WHAT THIS TASK INVOLVES: Take the lines of the data below from the very first through the line containing "0 #bdc1aa) drop-shadow(-1px" and output them exactly, pictures excluded.

---------------

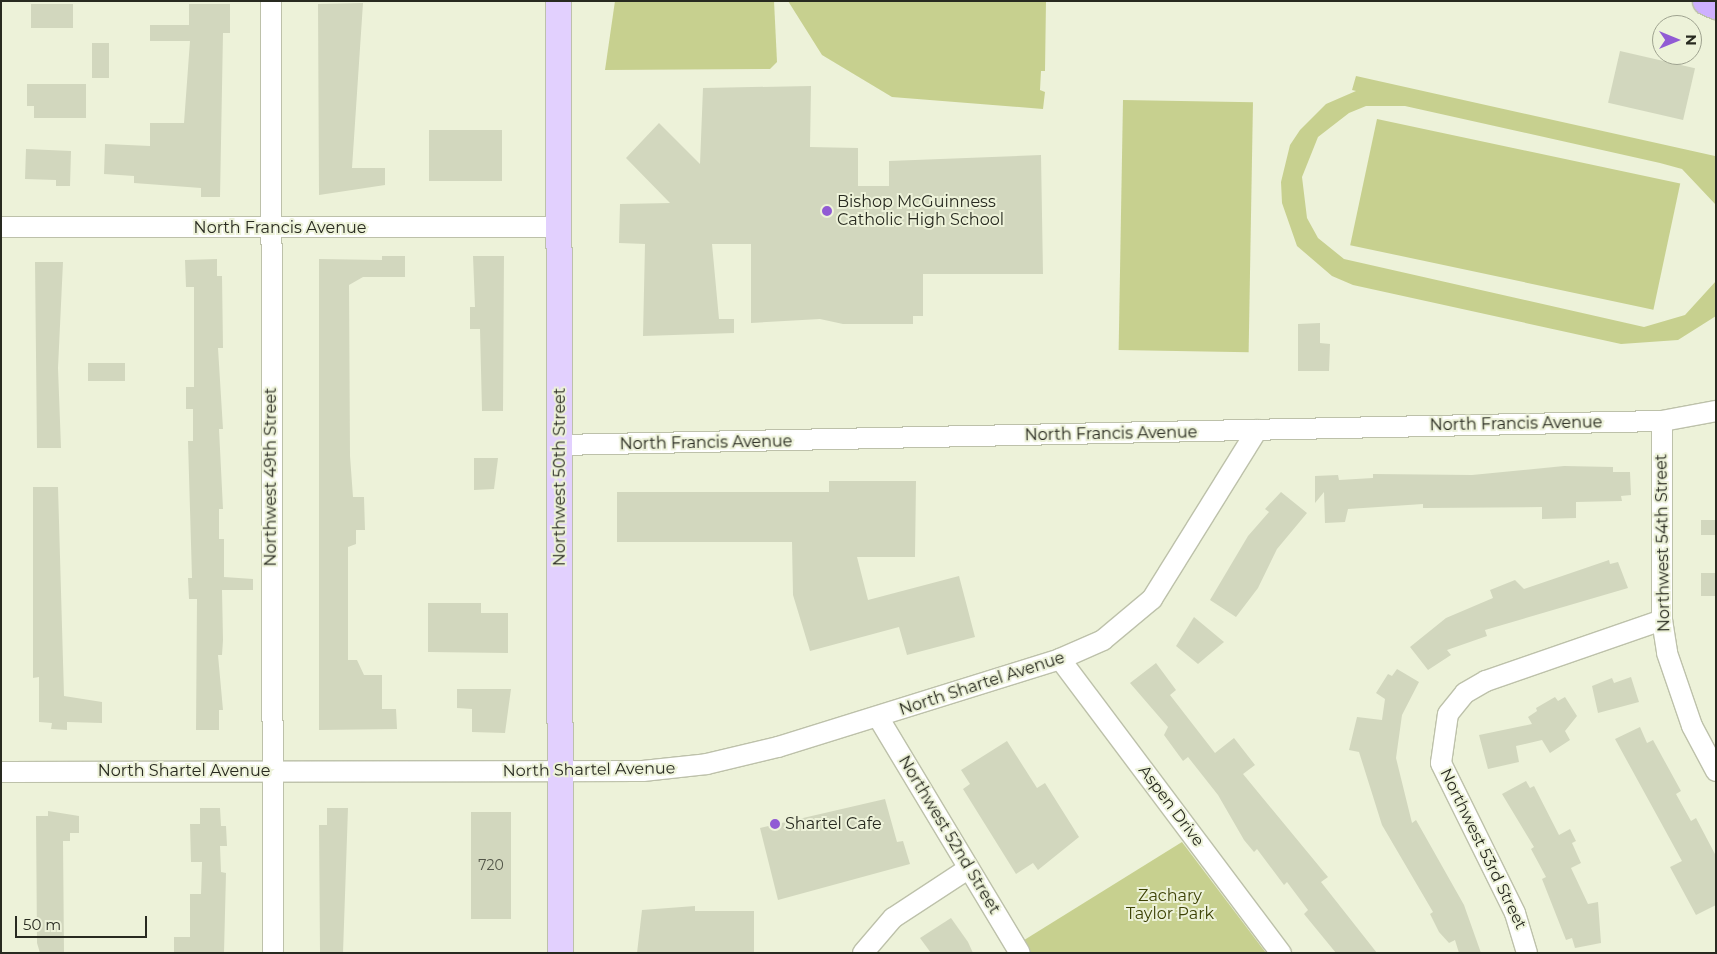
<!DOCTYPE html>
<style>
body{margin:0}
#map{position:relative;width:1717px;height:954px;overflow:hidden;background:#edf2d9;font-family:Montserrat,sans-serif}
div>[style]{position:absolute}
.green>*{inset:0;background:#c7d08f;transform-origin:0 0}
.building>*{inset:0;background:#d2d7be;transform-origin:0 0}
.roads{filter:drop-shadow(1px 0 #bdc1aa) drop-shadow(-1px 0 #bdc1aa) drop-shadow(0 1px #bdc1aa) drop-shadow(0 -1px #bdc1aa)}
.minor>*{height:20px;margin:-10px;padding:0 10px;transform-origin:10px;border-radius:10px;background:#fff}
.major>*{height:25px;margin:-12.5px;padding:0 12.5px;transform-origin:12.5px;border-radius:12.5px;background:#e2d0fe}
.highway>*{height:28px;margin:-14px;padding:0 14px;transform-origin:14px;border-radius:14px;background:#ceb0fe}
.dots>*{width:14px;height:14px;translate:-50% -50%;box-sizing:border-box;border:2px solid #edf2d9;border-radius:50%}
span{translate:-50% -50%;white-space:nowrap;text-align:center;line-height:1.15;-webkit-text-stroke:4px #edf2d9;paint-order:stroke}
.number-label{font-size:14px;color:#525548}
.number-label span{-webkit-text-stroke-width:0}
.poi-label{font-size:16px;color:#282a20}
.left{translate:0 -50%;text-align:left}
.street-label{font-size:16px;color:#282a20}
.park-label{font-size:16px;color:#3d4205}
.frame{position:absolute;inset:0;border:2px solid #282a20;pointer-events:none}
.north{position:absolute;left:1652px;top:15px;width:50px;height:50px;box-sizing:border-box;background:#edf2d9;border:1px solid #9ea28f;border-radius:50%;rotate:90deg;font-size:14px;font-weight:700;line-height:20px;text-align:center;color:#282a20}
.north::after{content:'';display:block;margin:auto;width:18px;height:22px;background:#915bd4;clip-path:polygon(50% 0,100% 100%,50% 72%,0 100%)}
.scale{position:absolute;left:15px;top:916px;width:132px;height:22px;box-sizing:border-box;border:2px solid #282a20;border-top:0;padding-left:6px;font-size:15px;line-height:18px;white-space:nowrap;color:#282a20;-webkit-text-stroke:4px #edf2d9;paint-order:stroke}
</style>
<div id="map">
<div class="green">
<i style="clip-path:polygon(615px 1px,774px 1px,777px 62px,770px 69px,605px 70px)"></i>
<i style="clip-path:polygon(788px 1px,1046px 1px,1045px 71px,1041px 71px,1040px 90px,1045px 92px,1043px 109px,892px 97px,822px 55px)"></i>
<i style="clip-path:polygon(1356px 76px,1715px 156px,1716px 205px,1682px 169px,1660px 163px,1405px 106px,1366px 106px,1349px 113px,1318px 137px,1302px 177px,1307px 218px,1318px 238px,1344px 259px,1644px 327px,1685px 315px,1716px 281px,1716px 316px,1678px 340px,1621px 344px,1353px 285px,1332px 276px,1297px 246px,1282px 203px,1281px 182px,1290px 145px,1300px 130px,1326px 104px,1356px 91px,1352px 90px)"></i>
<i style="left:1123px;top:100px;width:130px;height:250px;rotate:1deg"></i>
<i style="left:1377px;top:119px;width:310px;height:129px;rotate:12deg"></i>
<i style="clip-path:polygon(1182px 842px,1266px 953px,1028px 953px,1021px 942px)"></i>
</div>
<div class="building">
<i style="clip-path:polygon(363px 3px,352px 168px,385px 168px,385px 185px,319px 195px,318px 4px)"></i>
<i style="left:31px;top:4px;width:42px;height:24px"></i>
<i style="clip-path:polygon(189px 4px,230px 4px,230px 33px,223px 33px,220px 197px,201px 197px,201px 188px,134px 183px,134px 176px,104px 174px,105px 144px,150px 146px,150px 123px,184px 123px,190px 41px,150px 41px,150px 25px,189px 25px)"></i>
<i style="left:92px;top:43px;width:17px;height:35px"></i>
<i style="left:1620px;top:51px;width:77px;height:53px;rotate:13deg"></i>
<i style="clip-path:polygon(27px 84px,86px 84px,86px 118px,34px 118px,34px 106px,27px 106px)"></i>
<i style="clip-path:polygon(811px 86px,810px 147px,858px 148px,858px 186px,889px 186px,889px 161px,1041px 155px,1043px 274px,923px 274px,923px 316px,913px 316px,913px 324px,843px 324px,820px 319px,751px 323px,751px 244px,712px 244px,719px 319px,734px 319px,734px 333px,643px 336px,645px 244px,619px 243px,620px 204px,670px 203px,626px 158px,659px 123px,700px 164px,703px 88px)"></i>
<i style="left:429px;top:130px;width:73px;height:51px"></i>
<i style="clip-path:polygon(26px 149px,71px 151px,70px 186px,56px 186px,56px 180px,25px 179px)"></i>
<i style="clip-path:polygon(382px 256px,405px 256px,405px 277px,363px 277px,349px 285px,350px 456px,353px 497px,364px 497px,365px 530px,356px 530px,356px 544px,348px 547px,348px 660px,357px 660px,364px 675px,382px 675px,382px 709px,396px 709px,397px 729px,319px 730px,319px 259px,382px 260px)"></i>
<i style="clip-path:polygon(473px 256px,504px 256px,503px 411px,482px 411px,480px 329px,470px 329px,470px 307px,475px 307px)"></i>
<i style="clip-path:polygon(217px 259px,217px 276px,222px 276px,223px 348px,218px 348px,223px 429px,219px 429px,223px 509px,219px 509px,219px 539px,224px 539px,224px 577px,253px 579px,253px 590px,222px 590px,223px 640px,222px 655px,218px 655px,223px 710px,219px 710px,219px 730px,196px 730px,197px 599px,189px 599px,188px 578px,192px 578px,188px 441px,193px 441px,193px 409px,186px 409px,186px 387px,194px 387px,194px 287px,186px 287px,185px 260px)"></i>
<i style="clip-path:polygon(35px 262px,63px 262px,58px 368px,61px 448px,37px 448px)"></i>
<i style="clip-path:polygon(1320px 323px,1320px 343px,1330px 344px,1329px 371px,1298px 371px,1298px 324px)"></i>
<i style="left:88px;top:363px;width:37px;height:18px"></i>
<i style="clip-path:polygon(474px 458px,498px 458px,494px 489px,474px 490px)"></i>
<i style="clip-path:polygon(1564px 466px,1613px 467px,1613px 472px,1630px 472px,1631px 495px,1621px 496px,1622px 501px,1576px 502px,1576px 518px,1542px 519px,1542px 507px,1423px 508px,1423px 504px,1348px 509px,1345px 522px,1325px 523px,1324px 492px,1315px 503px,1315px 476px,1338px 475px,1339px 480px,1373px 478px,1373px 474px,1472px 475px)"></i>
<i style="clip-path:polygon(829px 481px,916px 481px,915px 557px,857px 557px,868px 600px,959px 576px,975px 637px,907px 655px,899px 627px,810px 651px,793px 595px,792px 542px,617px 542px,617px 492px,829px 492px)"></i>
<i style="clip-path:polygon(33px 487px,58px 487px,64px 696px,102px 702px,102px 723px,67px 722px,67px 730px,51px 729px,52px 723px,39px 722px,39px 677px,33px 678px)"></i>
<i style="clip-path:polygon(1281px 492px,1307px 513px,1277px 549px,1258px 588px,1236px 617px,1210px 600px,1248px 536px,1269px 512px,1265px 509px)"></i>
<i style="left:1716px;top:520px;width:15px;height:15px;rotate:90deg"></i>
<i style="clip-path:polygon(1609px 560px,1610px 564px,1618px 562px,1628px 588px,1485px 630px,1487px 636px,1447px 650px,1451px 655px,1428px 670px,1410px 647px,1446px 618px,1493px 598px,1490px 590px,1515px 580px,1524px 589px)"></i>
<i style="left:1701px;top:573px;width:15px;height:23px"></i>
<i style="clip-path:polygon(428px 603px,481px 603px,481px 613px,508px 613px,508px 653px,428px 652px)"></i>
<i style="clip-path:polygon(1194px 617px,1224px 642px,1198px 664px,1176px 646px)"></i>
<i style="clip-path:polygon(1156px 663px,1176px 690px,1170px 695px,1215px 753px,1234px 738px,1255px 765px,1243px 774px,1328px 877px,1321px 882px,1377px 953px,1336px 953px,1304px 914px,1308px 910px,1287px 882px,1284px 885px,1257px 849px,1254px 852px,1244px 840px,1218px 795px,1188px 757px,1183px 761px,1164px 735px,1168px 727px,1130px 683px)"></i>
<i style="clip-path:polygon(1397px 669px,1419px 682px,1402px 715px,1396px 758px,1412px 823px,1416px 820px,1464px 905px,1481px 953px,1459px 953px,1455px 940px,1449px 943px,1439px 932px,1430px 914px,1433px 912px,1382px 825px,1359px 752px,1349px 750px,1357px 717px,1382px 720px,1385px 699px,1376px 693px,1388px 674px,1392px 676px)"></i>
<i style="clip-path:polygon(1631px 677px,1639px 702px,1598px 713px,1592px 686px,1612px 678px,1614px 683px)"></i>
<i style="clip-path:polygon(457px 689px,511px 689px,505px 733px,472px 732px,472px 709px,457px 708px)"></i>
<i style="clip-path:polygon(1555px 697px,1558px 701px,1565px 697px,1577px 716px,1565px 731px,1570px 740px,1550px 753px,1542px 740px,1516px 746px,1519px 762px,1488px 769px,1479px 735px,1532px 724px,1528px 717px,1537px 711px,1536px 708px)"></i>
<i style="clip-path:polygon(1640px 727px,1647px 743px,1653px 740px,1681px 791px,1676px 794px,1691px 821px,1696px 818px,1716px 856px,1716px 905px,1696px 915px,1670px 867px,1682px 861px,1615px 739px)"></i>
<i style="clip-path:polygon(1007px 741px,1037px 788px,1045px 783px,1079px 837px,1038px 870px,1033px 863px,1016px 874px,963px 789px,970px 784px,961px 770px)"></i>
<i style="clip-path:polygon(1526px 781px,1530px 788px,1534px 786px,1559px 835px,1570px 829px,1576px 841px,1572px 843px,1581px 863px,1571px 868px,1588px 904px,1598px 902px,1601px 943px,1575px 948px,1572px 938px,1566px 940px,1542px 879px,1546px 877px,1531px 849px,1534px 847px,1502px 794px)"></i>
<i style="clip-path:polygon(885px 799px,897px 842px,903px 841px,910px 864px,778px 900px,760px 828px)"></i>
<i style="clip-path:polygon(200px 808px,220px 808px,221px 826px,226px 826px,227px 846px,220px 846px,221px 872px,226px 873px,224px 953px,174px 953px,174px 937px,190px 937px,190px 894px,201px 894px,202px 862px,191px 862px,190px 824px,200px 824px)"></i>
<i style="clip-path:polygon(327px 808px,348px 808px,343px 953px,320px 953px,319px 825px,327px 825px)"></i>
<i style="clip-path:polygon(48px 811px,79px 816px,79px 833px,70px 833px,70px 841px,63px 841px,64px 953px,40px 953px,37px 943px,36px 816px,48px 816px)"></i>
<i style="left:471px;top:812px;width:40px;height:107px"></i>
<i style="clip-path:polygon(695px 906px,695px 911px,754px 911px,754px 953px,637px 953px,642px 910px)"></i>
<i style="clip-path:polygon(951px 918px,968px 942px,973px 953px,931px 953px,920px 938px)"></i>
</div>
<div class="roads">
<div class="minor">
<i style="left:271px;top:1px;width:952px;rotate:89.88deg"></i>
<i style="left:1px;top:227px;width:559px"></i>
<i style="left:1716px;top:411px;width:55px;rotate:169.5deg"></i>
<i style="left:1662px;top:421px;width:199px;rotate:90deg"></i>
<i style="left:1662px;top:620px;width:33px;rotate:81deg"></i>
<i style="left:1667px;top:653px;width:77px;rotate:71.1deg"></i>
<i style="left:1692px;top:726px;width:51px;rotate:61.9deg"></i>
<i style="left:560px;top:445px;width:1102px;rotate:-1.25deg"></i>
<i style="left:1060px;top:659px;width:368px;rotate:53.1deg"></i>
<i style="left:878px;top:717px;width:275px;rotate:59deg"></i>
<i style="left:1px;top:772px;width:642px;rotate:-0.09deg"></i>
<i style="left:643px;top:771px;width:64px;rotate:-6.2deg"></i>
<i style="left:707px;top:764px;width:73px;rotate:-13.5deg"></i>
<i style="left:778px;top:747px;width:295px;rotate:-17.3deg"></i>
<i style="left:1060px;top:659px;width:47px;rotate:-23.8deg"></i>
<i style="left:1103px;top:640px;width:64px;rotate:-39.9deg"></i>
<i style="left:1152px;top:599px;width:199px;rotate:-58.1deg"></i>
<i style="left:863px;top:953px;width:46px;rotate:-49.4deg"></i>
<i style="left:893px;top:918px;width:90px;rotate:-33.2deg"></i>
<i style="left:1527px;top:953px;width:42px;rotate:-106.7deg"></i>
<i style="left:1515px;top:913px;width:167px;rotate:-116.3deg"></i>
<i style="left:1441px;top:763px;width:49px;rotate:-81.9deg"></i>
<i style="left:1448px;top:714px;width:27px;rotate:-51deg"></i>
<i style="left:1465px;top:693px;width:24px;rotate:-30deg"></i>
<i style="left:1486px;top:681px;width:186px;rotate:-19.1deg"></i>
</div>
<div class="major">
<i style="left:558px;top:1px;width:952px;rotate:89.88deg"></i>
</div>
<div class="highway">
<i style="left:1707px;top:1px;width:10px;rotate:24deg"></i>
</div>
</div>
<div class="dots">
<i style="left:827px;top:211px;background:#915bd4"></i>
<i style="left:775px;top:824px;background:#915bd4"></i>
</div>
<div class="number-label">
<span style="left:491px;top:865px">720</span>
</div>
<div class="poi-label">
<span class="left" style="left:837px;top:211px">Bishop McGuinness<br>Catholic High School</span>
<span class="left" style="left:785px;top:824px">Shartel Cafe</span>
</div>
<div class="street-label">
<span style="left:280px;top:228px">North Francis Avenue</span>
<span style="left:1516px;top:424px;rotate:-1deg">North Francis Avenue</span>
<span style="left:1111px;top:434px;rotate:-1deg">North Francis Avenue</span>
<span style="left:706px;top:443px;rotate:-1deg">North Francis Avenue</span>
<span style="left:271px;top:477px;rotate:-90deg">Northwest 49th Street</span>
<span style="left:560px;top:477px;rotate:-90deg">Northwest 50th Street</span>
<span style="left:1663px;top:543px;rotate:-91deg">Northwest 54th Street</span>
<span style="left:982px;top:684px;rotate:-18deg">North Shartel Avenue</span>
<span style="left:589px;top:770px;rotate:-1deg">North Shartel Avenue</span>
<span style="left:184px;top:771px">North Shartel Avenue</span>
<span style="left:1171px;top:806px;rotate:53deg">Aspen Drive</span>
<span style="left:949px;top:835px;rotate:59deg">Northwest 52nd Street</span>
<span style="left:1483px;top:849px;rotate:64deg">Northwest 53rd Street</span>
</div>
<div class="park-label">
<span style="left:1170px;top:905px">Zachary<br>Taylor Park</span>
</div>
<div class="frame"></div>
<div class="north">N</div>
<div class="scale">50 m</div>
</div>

---------------

TASK RESULT:
<!DOCTYPE html>
<style>
body{margin:0}
#map{position:relative;width:1717px;height:954px;overflow:hidden;background:#edf2d9;font-family:Montserrat,sans-serif}
div>[style]{position:absolute}
.green>*{inset:0;background:#c7d08f;transform-origin:0 0}
.building>*{inset:0;background:#d2d7be;transform-origin:0 0}
.roads{filter:drop-shadow(1px 0 #bdc1aa) drop-shadow(-1px 0 #bdc1aa) drop-shadow(0 1px #bdc1aa) drop-shadow(0 -1px #bdc1aa)}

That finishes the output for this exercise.